▶ Items from a data source:
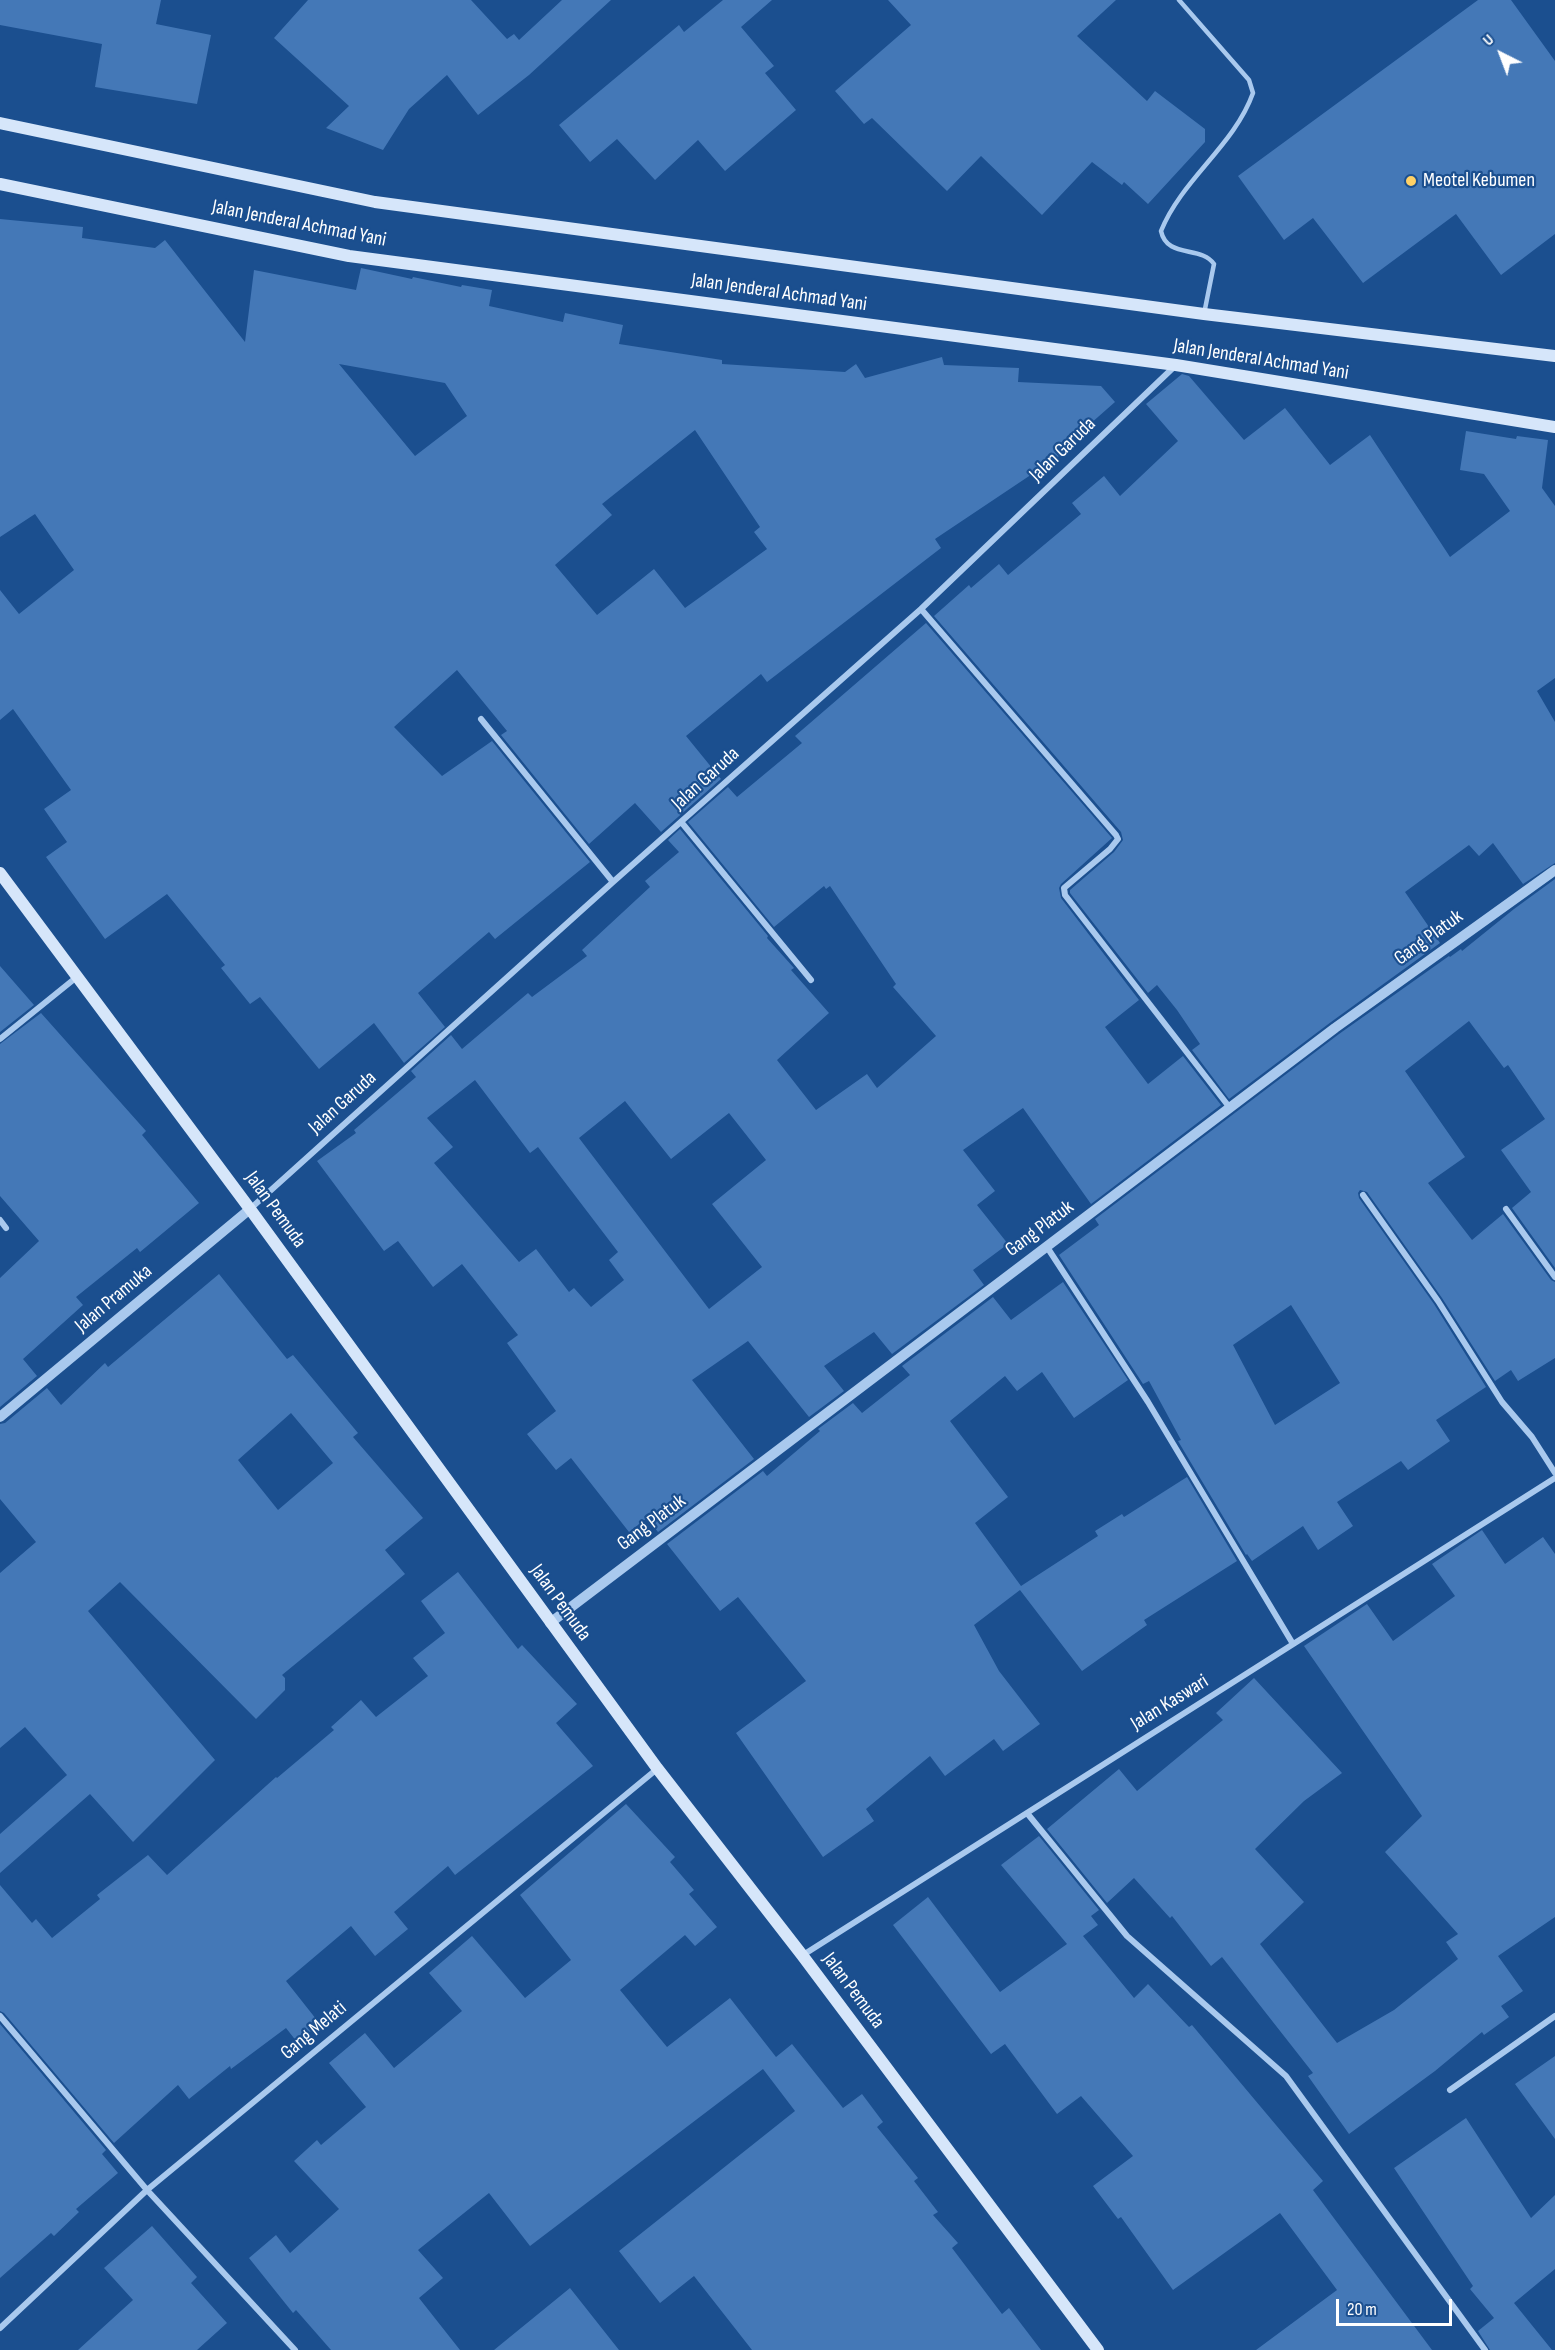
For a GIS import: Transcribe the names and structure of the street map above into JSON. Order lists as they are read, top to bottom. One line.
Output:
{"streets":{"main road":["Jalan Jenderal Achmad Yani","Jalan Pemuda"],"street":["Jalan Garuda","Gang Platuk","Jalan Pramuka","Jalan Kaswari","Gang Melati"]},"crossings":[["Jalan Jenderal Achmad Yani","Jalan Garuda"],["Jalan Garuda","Jalan Pemuda"],["Jalan Garuda","Jalan Pramuka"],["Gang Platuk","Jalan Pemuda"],["Jalan Pemuda","Jalan Pramuka"],["Jalan Pemuda","Jalan Kaswari"],["Jalan Pemuda","Gang Melati"]],"places":["Meotel Kebumen"],"scale_bar":"20 m","north":"top left"}
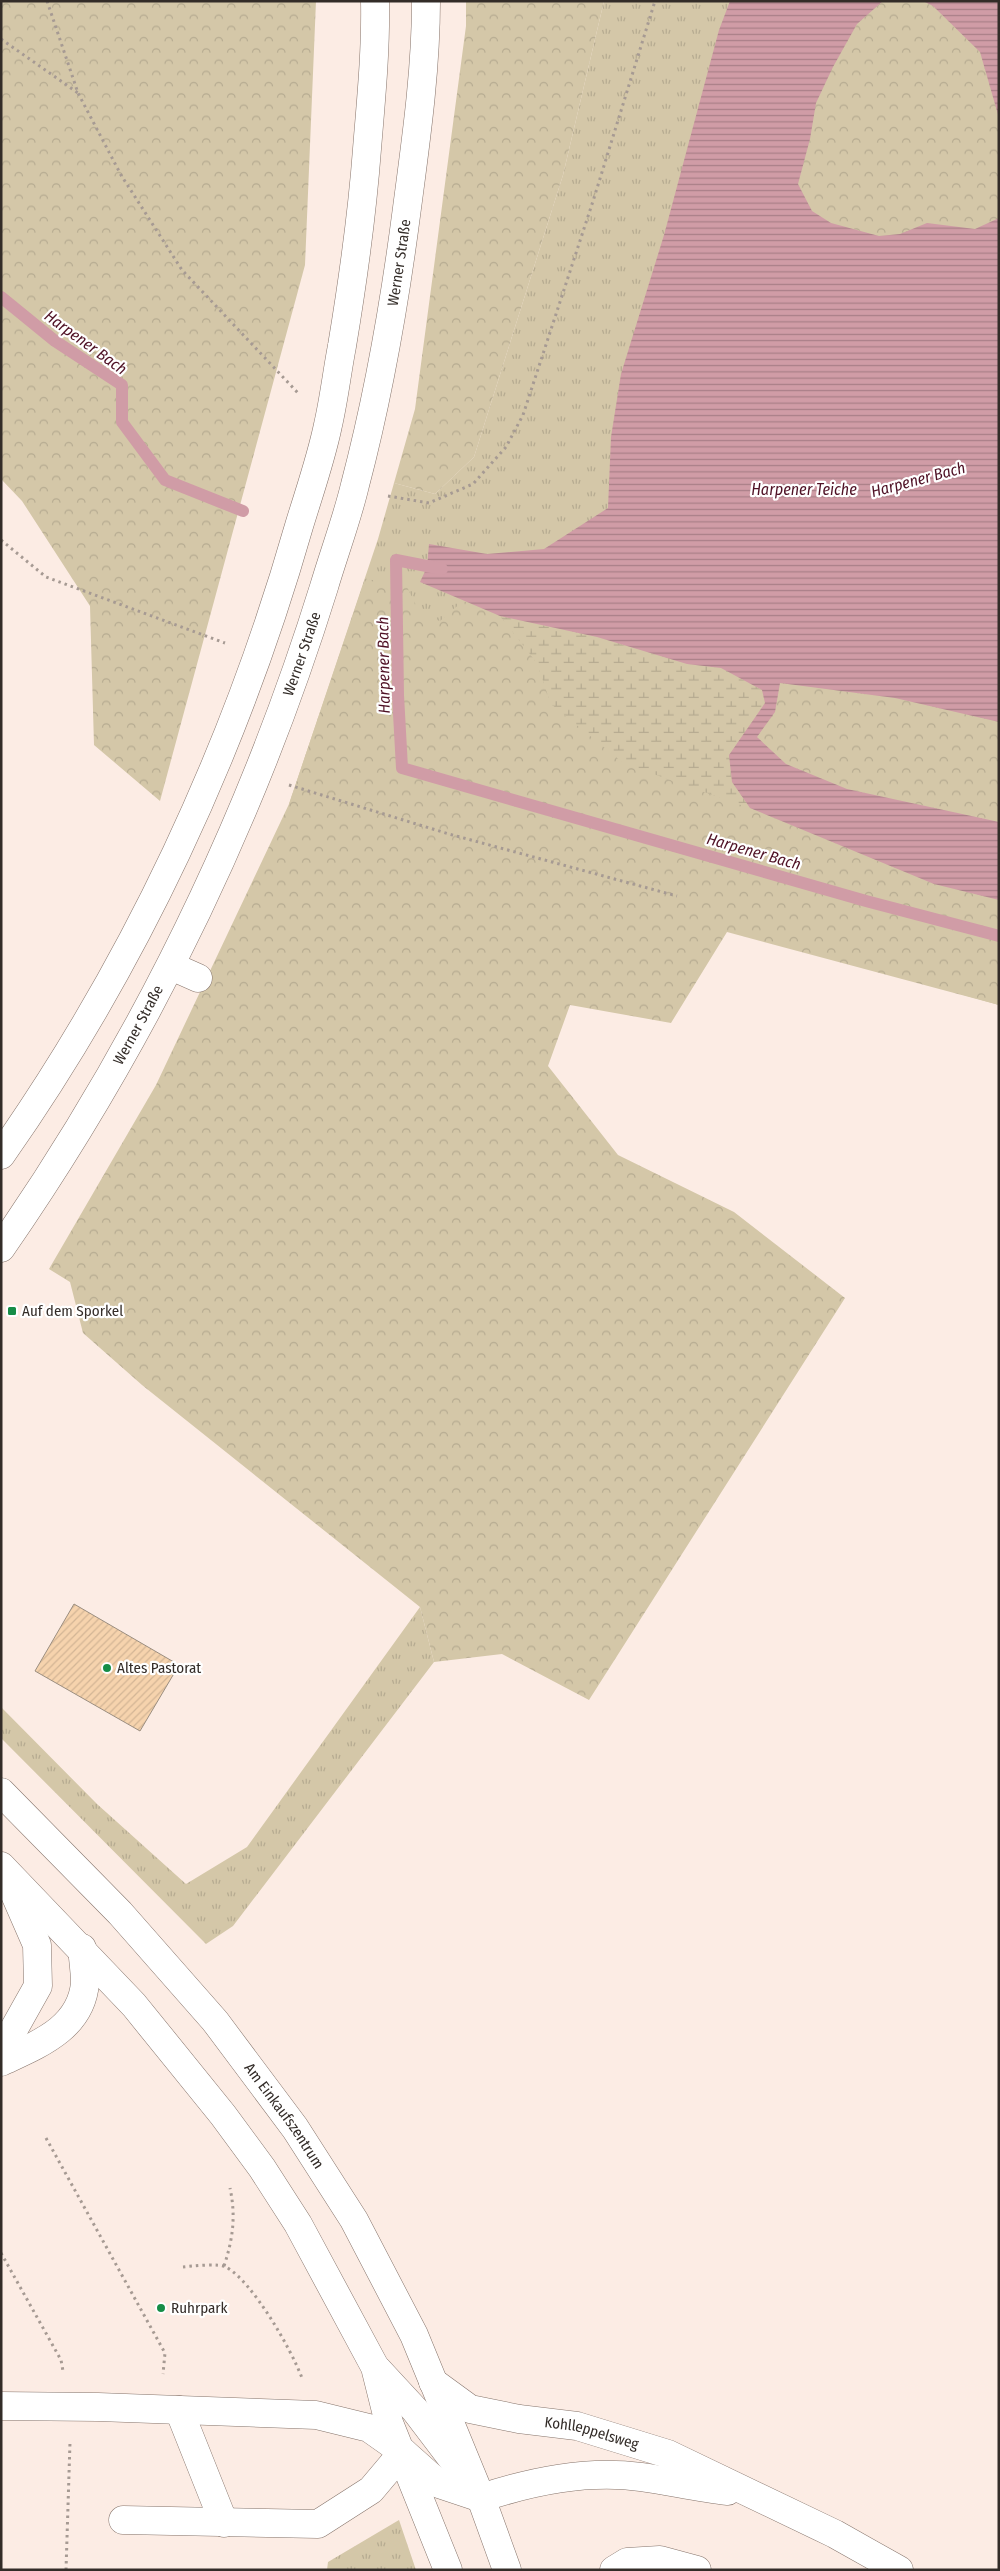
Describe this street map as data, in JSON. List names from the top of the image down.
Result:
{
  "streets": {
    "main road": ["Werner Straße", "Am Einkaufszentrum", "Kohlleppelsweg"]
  },
  "crossings": [
    ["Am Einkaufszentrum", "Kohlleppelsweg"]
  ],
  "water": ["Harpener Bach", "Harpener Teiche"],
  "places": {
    "transit": ["Auf dem Sporkel"],
    "other": ["Altes Pastorat", "Ruhrpark"]
  }
}
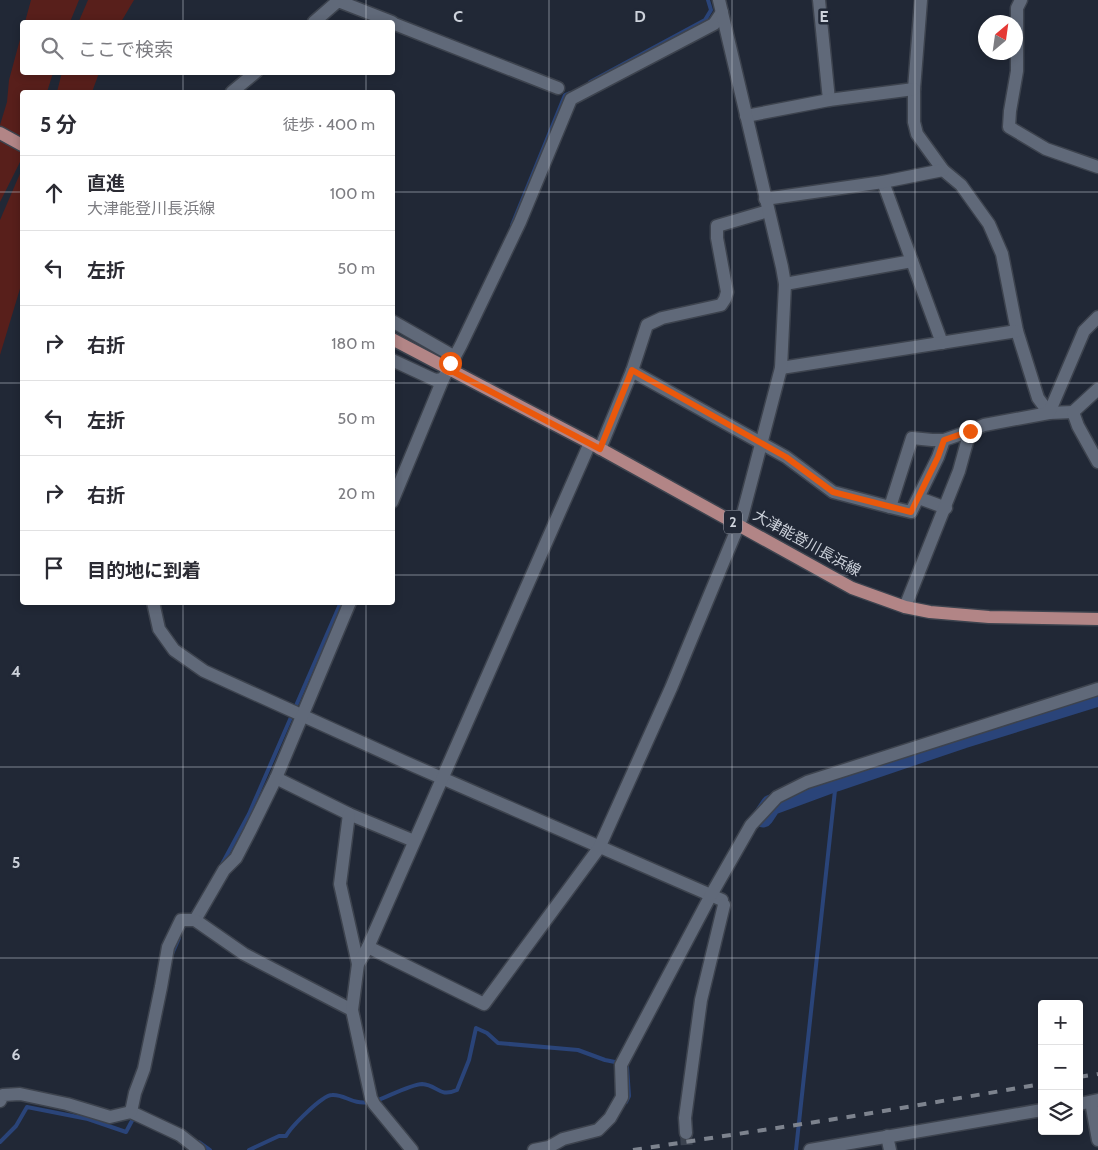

▶ Instructions to follow: With the images removed, give back every entry exactly as shown.

▶ Task response:
For a GIS import: Transcribe the names and structure of the street map above into JSON. Order lists as they are read, top to bottom. One line.
Output:
{"streets":{"main road":["Jalan Jenderal Achmad Yani","Jalan Pemuda"],"street":["Jalan Garuda","Gang Platuk","Jalan Pramuka","Jalan Kaswari","Gang Melati"]},"crossings":[["Jalan Jenderal Achmad Yani","Jalan Garuda"],["Jalan Garuda","Jalan Pemuda"],["Jalan Garuda","Jalan Pramuka"],["Gang Platuk","Jalan Pemuda"],["Jalan Pemuda","Jalan Pramuka"],["Jalan Pemuda","Jalan Kaswari"],["Jalan Pemuda","Gang Melati"]],"places":["Meotel Kebumen"],"scale_bar":"20 m","north":"top left"}
Describe this street map as data, in JSON. List names from the top of the image down.
Result:
{
  "streets": {
    "main road": ["Werner Straße", "Am Einkaufszentrum", "Kohlleppelsweg"]
  },
  "crossings": [
    ["Am Einkaufszentrum", "Kohlleppelsweg"]
  ],
  "water": ["Harpener Bach", "Harpener Teiche"],
  "places": {
    "transit": ["Auf dem Sporkel"],
    "other": ["Altes Pastorat", "Ruhrpark"]
  }
}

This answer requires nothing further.